Listing 29.3 An XML Document That Describes an Email
1. <email>
2.   <from name="John Doe" id="johndoe@xyzcompany.com"/>
3.   <to name="Jane Doe" id="janedoe@xyzcompany.com"/>
4.   <to name="SomeOther Doe" id="someotherdoe@xyzcompany.com"/>
4.   <cc name="YetAnother Doe" id="yetanotherdoe@xyzcompany.com"/>
5.   <subject>Hello!</subject>
6.   <options>
7.     <read_receipt/>
8.     <priority type="Normal"/>
9.   </options>
10.   <body>
11.     Hello, how are you doing.
12.   </body>
13. </email>

Elements

All keywords within your DTD begin with the <! symbol. The elements of your XML document are denoted by using the ELEMENT keyword. The DTD has one such line for each element of your XML. The ELEMENT keyword is followed by the name of the element, which is then followed by the content model of the element. The content model describes the data that can be contained within this element. The content model is defined by using opening and closing parentheses that enclose the contents. An element can contain one of two types of content: other elements or textual data. If an element contains other elements, the content model lists the names of the contained elements. For instance, the element tag that describes the <options> element in lines 6 through 9 will be as follows:


<!ELEMENT options (request_receipt, priority)>

When an element is defined like this, the parser ensures that the contained subelements must appear once, and only once, within the parent element. Now look at the element <email> in the XML document. There can be several <to> elements within the <email> element, each describing a single To address. Also, the email can have one or more <cc> tags that indicate carbon copy recipients, but they have to be optional. To define such rules, you append a recurrence modifier to the element name in question. A recurrence modifier indicates several properties of the element as shown in Table 29.2.
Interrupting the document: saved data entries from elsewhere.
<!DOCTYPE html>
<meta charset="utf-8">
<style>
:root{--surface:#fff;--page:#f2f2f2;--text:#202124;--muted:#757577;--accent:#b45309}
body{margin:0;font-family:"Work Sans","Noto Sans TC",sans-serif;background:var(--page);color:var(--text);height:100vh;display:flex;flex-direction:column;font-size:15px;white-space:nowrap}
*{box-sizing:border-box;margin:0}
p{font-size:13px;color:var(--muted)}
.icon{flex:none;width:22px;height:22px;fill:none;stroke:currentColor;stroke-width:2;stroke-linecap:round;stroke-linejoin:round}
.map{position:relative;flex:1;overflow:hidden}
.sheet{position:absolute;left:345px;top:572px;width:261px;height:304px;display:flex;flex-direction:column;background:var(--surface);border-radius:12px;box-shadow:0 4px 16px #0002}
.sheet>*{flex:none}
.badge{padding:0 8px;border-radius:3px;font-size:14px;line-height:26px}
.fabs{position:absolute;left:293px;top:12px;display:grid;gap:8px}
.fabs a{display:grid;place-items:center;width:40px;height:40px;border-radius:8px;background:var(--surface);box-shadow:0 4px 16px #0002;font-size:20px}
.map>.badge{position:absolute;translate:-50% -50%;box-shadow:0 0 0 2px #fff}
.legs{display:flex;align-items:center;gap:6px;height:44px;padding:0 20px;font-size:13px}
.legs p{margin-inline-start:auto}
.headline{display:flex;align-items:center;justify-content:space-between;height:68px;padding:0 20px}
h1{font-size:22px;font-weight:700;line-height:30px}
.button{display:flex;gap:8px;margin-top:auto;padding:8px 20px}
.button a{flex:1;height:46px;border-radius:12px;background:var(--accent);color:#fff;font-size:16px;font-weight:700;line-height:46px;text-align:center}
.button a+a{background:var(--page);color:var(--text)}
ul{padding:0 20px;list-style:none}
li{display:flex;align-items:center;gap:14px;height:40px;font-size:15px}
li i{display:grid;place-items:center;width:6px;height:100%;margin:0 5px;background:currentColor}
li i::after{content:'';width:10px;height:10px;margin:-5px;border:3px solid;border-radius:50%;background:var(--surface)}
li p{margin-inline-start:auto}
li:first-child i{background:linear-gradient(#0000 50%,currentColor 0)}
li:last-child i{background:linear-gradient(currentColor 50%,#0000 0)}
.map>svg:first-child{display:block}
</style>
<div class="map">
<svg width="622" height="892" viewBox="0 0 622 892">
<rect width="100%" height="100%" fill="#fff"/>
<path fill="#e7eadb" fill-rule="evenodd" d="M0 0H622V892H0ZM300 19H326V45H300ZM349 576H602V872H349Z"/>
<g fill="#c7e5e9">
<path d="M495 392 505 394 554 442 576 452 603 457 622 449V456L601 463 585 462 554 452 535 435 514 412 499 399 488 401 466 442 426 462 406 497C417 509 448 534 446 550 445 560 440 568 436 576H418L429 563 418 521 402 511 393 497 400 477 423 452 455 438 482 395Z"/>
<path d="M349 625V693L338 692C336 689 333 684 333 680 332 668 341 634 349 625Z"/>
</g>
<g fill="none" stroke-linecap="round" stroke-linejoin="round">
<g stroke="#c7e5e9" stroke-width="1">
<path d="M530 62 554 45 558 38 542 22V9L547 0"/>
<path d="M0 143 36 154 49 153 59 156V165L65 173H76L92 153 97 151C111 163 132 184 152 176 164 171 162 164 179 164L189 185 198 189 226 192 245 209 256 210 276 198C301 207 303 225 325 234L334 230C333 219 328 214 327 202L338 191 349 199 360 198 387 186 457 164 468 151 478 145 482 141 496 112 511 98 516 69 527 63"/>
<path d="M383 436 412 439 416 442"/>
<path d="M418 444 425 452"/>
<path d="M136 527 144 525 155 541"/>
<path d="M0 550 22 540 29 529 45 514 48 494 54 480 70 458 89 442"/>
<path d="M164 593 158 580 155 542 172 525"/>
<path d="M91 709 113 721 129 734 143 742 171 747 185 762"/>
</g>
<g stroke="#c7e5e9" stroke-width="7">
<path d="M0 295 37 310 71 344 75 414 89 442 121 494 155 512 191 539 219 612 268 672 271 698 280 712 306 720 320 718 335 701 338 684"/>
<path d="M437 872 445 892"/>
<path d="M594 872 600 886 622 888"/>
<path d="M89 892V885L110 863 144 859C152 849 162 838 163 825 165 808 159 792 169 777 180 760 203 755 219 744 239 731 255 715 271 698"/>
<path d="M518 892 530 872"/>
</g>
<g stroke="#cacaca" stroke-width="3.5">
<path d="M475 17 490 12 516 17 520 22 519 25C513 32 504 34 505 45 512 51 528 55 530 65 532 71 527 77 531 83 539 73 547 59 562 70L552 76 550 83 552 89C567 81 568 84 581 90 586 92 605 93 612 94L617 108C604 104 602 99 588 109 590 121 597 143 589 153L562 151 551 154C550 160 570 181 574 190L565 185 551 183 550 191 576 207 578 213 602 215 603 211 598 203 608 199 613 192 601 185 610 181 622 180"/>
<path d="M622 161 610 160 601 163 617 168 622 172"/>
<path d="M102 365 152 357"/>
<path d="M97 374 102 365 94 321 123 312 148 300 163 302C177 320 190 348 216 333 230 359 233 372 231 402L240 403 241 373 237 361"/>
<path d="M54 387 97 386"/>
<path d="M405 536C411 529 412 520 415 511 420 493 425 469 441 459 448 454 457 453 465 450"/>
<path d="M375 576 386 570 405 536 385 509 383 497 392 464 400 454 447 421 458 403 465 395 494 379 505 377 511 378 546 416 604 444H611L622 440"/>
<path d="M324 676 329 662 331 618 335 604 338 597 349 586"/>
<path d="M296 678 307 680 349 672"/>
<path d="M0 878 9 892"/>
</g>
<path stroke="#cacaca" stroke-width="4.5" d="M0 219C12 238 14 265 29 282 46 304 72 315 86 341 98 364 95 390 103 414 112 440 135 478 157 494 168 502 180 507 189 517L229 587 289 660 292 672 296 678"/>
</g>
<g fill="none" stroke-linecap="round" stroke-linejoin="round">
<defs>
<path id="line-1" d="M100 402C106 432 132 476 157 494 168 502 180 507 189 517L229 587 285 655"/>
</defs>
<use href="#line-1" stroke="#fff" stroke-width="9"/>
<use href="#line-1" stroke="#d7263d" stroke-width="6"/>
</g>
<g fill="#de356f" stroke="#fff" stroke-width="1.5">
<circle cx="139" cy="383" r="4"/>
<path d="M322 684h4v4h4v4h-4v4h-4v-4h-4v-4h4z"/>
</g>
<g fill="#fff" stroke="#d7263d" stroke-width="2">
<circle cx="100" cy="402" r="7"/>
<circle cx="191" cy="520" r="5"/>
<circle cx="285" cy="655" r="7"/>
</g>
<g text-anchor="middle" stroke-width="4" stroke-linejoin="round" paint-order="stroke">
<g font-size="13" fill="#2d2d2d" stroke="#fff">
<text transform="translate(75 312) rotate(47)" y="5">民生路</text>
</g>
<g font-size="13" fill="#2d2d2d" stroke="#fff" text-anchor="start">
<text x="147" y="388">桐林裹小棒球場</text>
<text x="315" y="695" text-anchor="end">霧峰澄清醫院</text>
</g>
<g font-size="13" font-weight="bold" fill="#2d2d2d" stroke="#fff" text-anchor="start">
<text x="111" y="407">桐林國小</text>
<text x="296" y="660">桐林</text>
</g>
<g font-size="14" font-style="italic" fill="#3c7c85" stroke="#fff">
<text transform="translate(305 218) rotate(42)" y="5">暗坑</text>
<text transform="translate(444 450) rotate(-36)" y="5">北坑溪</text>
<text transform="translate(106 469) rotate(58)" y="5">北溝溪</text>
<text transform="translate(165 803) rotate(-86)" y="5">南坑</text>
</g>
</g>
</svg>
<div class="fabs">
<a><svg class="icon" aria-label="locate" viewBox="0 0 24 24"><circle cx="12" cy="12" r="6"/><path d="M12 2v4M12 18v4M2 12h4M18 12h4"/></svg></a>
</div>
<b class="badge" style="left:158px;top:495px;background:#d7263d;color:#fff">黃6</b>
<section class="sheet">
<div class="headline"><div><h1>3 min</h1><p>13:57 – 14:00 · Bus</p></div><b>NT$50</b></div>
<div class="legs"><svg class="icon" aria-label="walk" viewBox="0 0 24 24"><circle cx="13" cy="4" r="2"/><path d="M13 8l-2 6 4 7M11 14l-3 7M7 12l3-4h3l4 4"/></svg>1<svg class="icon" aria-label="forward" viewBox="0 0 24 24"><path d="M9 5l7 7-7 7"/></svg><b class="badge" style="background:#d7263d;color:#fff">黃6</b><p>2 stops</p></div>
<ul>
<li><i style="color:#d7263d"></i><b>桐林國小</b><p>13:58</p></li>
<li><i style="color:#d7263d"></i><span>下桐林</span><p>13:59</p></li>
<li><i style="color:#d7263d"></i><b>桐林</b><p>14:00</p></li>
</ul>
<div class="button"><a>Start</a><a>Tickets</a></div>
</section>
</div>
Table 29.2. DTD Recurrence Modifiers

Modifier

Example

Implies

?

options?

Can appear once, but may be absent (0..1)

+

to+

Must appear at least once, but can optionally be repeated n number of times (1..n)

*

cc*

Can appear any number of times, and may be absent (0..n)

Thus, the element <email> will be defined as follows to indicate that it must contain at least one <to> element, but optional <cc> elements:


<!ELEMENT email (from, to+, cc*, subject, options?, body)>

If an element contains data, the content model has the word #PCDATA within the parentheses. For instance, the element <subject> is defined as follows within the DTD:


<!ELEMENT subject (#PCDATA)>

Empty elements are defined using the EMPTY keyword instead of the content model. For instance, the <read_receipt/> element indicates that the sender has requested a read receipt from the recipients. This can be defined using the following DTD entry:


<!ELEMENT read_receipt EMPTY>

Attribute List

Consider the following line of the XML document from Listing 29.3:


4.     <to name="Jane Doe" id="janedoe@xyzcompany.com"/>

Here we define attributes to the <to> element. There are two attributes: name and id. To define the attributes of an element, use the ATTLIST keyword. This indicates the element name and properties of all the attributes that belong to that element. For each attribute, there is one segment that contains the attribute name, the attribute type, and a flag that indicates whether the attribute is required. For instance, the following illustrates a DTD entry for the <to> element:


<!ATTLIST to
  name CDATA #REQUIRED
  id CDATA #REQUIRED
>

Here we indicate that name and id are of type CDATA (text) and that both are required. Now consider the priority element in the XML file. Priority has to be restricted to Normal, High, or Urgent. It cannot take any other values. You can do this by setting up constraints on the attribute instead of the CDATA keyword, as follows:


<!ATTLIST priority
  type ( Normal | High | Urgent ) #REQUIRED
>

Putting all the pieces together, we come up with the full email DTD:


<!ELEMENT email (from,to+,cc*,subject,options,body)>
<!ELEMENT from EMPTY>
<!ATTLIST from name CDATA #REQUIRED
     id CDATA #REQUIRED>
<!ELEMENT to EMPTY>
<!ATTLIST to name CDATA #REQUIRED
     id CDATA #REQUIRED>
<!ELEMENT cc EMPTY>
<!ATTLIST cc name CDATA #REQUIRED
     id CDATA #REQUIRED>
<!ELEMENT subject (#PCDATA)>
<!ELEMENT options (read_receipt, priority)>
<!ELEMENT read_receipt EMPTY>
<!ELEMENT priority EMPTY>
<!ATTLIST priority type CDATA #REQUIRED>
<!ELEMENT body (#PCDATA)

XML Schema

You can also describe an XML document using an XML schema instead of a DTD. An XML schema is a specification recommended by the World Wide Web Consortium (W3C; http://www.w3c.org). An XML schema is a much more powerful and flexible mechanism of defining XMLs than a DTD. Although a DTD can validate the structure of an XML document, a schema can additionally validate data types and data. It's possible to define data elements and the actual data (such as list of values or data patterns) that they can take. Even though a DTD has its own format, an XML schema is itself an XML document. A schema uses (and supports the use of) the concept of namespaces extensively, so it is important that you understand namespaces well before you proceed.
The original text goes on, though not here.